Stowe v. Devoy, 273

Decision Date17 November 1978
Docket NumberD,No. 273,273
PartiesRoger M. STOWE, Petitioner-Appellant, v. Frank E. DEVOY, United States Marshal, Respondent-Appellee. ocket 78-2085.
CourtU.S. Court of Appeals — Second Circuit

Gerald B. Lefcourt, New York City, for petitioner-appellant.

Herbert G. Johnson, Asst. U. S. Atty., E. D. N. Y., Brooklyn, N. Y. (David G. Trager, U. S. Atty., E. D. N. Y. and Harvey M. Stone, Asst.
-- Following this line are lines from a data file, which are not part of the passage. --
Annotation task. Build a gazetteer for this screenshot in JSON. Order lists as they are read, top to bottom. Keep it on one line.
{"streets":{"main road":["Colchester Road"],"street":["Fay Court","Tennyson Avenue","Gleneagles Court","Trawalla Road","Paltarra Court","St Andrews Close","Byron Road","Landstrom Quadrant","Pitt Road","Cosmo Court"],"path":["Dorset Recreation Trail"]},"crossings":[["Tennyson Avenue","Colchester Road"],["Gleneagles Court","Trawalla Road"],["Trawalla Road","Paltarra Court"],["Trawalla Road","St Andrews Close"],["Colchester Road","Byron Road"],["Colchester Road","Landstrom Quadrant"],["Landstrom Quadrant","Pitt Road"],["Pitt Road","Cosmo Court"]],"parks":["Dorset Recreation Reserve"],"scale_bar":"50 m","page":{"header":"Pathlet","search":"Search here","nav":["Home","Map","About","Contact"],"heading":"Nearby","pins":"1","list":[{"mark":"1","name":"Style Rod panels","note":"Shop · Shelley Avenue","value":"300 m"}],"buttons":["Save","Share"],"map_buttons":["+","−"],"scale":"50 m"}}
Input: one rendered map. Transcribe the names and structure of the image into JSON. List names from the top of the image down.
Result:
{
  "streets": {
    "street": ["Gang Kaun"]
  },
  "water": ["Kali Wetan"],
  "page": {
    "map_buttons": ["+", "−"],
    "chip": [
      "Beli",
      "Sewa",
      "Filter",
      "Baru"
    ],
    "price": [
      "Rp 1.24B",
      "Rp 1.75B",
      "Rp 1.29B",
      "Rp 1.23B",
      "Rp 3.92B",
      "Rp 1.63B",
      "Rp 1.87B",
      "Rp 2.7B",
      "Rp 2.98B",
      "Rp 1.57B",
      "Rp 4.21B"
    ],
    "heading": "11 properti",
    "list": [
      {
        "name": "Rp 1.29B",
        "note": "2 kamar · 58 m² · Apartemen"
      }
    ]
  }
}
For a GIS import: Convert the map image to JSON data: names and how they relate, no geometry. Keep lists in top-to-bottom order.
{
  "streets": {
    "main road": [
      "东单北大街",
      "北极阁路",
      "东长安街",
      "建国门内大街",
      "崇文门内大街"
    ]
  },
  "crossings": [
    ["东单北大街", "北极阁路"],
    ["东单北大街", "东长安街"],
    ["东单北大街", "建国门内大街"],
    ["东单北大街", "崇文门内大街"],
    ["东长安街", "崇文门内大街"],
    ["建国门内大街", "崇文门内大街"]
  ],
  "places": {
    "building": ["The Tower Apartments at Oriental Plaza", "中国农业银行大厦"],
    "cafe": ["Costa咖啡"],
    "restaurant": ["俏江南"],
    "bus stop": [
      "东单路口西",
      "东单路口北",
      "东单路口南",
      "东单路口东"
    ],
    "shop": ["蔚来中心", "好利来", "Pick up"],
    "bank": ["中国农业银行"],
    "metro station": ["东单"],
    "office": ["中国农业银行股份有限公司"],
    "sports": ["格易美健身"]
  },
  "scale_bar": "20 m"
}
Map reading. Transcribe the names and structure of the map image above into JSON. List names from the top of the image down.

U. S. Atty., Brooklyn, N. Y., of counsel), for respondent-appellee.

Before MOORE and VAN GRAAFEILAND, Circuit Judges, and KNAPP, * District Judge.

MOORE, Circuit Judge:

Roger M. Stowe ("Stowe"), appeals from a final judgment of Judge Jack B. Weinstein for the Eastern District of New York, dismissing his petition for a writ of habeas corpus seeking his release from the control of the appellee United States Marshal and barring his extradition to Canada. Stowe is sought for extradition by the Canadian Government on charges of both conspiracy to import and importation of five and one-half pounds of hashish. Stowe contends here that (1) his extradition is barred under a "double jeopardy" provision of the applicable treaty between the United States and Canada; 1 (2) evidence derived from wiretaps made by Canadian authorities should have been excluded at the extradition hearing below; and (3) the extraditing magistrate abused his discretion in ordering extradition. For reasons set forth below, we affirm.

I.

During the period from January 8, 1975 to May 14, 1976, Canadian law enforcement officials intercepted by means of a wiretap in Canada, telephone conversations of Francois Joseph Alario made from and to his residence in that country. Stowe was in New York during this period. These conversations revealed a conspiracy (including Stowe, Alario, Stanley, Wesolowsky and others) to smuggle hashish from the United States into Canada. On April 13, 1976, surveillance of Wesolowsky was undertaken (presumably by officers of the New York State Police and agents of the United States Drug Enforcement Administration ("DEA")) during a trip by Wesolowsky from Montreal to Albany, New York, where he was observed receiving a package from Stowe. Upon Wesolowsky's return to Canada he was arrested by members of the Montreal Drug Squad of the Royal Canadian Mounted Police. A search incident to that arrest revealed a package containing approximately five pounds of hashish in a rear wheel well of Wesolowsky's vehicle. Three fingerprints found on bags and on pages of newspaper used to wrap the subject hashish were subsequently identified as Stowe's.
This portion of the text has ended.